The special assistant to the P.M., meanwhile, claimed the CAA was working to complete its scrutiny of all airline staff by the end of the week. He said the names of 28 pilots with suspected licenses had already been forwarded to the federal cabinet for termination. The government would take up the matter of PIA flight operations being suspended in Europe and the U.K. with authorities concerned, he added.
The information minister reiterated the maritime minister’s claims that the PTI government was committed to ensuring merit and transparency in all state institutions. He said the government was compelled to respond to media concerns over the decline of the state flag carrier, and claimed that no one should fear to use PIA’s services. “Anyone traveling right now should know that pilots flying right now have gone through the scrutiny process. They shouldn’t worry,” he said.
Overall, 262 Pakistani pilots have been grounded since the aviation minister’s voiced his allegations in Parliament last week. Of these, 109 are commercial and 153 airline transport pilots.
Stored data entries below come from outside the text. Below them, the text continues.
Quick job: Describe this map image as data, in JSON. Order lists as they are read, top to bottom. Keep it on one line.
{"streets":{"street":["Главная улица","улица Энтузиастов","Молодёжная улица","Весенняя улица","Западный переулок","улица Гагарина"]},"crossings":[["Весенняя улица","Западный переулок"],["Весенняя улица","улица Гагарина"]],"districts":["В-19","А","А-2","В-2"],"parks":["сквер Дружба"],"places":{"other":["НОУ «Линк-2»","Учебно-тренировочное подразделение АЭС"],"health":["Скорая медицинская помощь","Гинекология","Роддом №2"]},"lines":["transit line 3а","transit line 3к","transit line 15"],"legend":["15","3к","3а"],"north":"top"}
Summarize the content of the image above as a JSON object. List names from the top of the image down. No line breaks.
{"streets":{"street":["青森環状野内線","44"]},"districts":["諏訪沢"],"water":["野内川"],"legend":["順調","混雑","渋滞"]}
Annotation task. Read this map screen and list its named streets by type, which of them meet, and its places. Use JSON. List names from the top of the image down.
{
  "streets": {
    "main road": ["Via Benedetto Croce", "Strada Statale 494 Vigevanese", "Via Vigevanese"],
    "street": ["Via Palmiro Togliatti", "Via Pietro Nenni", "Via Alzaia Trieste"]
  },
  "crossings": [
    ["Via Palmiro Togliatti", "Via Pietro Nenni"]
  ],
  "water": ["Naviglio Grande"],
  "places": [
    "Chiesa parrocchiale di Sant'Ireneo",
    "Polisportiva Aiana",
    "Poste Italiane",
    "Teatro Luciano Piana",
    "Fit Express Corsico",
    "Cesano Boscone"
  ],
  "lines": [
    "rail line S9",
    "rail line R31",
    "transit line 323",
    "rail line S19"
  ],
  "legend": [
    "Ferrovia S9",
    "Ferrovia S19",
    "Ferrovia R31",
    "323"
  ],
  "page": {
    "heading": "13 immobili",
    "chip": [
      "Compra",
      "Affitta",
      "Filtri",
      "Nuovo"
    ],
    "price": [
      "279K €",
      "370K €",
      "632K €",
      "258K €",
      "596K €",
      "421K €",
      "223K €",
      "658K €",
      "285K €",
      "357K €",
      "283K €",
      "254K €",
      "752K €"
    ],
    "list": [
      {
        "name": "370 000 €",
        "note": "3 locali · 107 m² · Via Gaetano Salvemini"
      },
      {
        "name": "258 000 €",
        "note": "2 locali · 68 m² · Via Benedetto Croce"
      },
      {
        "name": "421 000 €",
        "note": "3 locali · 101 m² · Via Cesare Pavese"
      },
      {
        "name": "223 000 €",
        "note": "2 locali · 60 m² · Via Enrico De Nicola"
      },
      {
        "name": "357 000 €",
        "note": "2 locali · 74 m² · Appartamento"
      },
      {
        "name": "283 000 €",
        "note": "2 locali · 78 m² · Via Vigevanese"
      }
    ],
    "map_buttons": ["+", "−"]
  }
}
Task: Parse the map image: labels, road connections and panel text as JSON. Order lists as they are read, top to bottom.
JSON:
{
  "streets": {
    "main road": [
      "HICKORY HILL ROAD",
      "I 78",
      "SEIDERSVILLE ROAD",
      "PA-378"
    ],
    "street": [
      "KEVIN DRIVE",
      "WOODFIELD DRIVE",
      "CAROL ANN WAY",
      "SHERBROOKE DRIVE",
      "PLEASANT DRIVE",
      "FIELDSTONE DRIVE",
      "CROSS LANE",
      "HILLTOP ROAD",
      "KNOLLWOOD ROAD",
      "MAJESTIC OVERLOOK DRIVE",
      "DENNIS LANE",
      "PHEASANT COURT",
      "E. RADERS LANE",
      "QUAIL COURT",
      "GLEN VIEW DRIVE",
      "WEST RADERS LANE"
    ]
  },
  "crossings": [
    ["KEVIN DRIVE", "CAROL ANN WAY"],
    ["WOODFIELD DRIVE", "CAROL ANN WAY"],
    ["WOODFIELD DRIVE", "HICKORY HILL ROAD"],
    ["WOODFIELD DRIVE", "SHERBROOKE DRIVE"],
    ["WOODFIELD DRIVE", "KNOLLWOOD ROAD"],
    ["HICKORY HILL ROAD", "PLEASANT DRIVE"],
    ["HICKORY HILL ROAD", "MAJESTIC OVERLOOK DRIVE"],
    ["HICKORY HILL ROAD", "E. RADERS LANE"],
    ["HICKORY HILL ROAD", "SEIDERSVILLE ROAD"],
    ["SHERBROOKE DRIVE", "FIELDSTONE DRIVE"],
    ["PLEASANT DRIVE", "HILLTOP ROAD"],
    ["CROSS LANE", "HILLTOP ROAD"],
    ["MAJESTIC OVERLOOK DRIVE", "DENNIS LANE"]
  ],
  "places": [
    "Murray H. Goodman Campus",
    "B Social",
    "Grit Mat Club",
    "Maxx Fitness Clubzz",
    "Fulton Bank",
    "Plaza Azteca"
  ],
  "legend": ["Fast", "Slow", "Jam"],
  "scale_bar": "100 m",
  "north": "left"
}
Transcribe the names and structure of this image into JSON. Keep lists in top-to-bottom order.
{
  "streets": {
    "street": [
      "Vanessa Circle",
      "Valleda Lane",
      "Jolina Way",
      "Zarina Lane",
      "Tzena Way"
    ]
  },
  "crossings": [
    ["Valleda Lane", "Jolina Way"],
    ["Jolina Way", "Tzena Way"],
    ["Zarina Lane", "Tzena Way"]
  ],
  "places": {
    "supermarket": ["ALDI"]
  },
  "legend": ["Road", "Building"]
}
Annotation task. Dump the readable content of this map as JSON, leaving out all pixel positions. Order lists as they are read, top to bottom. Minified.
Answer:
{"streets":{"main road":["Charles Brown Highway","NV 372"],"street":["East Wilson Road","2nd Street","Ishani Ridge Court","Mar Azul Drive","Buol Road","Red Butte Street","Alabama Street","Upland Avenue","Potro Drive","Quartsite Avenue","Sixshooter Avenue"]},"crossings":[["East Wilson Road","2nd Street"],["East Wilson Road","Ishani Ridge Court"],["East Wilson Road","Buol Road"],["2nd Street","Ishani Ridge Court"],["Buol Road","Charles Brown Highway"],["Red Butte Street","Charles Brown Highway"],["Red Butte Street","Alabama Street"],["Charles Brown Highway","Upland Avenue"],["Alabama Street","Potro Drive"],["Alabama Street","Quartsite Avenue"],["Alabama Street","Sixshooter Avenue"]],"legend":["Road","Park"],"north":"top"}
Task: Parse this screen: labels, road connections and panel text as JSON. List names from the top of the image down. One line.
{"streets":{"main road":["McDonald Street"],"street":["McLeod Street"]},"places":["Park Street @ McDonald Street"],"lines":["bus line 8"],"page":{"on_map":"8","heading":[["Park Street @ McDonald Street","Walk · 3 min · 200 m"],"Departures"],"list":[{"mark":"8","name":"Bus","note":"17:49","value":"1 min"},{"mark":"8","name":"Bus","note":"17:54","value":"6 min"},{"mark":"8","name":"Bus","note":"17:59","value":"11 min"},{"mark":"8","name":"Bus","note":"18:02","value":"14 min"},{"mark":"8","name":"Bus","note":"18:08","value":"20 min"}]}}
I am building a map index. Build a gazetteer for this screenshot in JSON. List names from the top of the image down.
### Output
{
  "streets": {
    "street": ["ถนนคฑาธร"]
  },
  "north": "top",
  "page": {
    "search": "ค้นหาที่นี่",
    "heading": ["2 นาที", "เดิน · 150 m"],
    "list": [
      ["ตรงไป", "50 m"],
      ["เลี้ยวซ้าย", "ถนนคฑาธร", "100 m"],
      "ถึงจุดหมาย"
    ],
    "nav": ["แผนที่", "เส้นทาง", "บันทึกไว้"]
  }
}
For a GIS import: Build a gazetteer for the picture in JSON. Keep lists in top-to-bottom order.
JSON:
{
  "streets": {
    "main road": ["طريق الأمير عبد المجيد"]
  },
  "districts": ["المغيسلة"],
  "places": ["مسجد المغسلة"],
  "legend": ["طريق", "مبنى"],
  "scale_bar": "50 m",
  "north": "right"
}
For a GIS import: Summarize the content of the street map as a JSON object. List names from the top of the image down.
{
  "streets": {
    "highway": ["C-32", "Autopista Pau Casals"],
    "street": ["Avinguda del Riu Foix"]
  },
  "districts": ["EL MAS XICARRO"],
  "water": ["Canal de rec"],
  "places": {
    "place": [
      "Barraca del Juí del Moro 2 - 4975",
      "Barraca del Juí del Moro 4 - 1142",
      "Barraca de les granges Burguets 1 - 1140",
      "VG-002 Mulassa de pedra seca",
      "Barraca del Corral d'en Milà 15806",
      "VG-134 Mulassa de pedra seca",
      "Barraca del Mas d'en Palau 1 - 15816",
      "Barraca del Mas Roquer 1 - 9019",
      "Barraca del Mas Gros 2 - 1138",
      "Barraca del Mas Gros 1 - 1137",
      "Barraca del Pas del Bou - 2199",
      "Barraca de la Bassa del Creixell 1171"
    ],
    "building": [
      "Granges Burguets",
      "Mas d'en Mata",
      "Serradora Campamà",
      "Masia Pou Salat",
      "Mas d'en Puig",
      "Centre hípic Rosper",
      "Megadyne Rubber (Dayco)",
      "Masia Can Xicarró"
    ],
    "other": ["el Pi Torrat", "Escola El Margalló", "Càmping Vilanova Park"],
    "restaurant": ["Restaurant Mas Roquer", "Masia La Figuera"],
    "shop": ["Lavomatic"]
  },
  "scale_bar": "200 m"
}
They would remain grounded until their licenses have been investigated, says PIA. It said of the grounded pilots, 141 were from PIA, nine from Air Blue, 10 from Serene Airline, and 17 from the defunct Shaheen Airlines.
In addition to the ban from EASA and the U.K., PIA pilots employed in Vietnam have been grounded, Qatar Airways and Oman Airways have compiled lists of Pakistani staff, and Kuwait Air has also announced it would take action against Pakistani staff. The U.A.E. and Malaysia have both urged Pakistan to verify that the credentials of staff employed at their airports are not fraudulent.